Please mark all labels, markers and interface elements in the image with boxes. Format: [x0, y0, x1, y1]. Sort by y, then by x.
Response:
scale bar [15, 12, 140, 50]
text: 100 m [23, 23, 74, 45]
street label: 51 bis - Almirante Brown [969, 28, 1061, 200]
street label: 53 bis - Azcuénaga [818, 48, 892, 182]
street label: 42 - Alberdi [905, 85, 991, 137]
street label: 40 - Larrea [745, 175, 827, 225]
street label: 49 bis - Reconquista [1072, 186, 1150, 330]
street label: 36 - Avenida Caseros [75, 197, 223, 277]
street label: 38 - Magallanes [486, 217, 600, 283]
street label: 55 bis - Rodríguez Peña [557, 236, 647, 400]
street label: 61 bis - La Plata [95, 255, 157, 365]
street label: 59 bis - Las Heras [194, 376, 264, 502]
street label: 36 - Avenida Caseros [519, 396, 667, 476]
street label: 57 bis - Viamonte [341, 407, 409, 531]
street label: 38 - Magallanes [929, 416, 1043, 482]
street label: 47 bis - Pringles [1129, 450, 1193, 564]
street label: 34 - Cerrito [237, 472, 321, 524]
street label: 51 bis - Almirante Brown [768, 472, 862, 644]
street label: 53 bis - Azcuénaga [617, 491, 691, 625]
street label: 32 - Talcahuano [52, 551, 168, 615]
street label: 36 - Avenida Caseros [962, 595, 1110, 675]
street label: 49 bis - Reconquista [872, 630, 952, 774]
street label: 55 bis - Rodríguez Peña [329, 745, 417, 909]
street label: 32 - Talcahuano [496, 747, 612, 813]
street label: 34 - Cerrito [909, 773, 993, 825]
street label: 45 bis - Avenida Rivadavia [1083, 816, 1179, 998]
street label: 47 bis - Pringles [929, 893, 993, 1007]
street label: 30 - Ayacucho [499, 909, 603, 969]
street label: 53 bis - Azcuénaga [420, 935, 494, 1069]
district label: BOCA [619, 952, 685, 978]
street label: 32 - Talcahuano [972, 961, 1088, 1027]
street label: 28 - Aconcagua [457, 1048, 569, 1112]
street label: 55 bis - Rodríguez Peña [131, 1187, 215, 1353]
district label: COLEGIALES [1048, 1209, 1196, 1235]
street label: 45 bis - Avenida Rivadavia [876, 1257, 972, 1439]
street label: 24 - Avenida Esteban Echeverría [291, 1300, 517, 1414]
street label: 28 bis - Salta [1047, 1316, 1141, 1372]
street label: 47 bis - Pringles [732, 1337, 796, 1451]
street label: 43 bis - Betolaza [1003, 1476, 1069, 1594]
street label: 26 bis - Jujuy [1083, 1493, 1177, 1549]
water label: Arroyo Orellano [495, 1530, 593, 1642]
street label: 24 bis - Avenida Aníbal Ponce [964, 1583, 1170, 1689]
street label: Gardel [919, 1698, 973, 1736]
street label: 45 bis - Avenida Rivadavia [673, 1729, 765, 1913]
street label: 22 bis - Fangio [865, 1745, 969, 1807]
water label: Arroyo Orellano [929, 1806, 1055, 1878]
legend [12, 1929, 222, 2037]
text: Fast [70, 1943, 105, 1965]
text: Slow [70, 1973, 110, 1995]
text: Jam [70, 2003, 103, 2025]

◆ **Problem details**:
Report every line in the data that holds "text", copying each one.

◆ **Solution to the problem**:
text: 100 m [23, 23, 74, 45]
text: Fast [70, 1943, 105, 1965]
text: Slow [70, 1973, 110, 1995]
text: Jam [70, 2003, 103, 2025]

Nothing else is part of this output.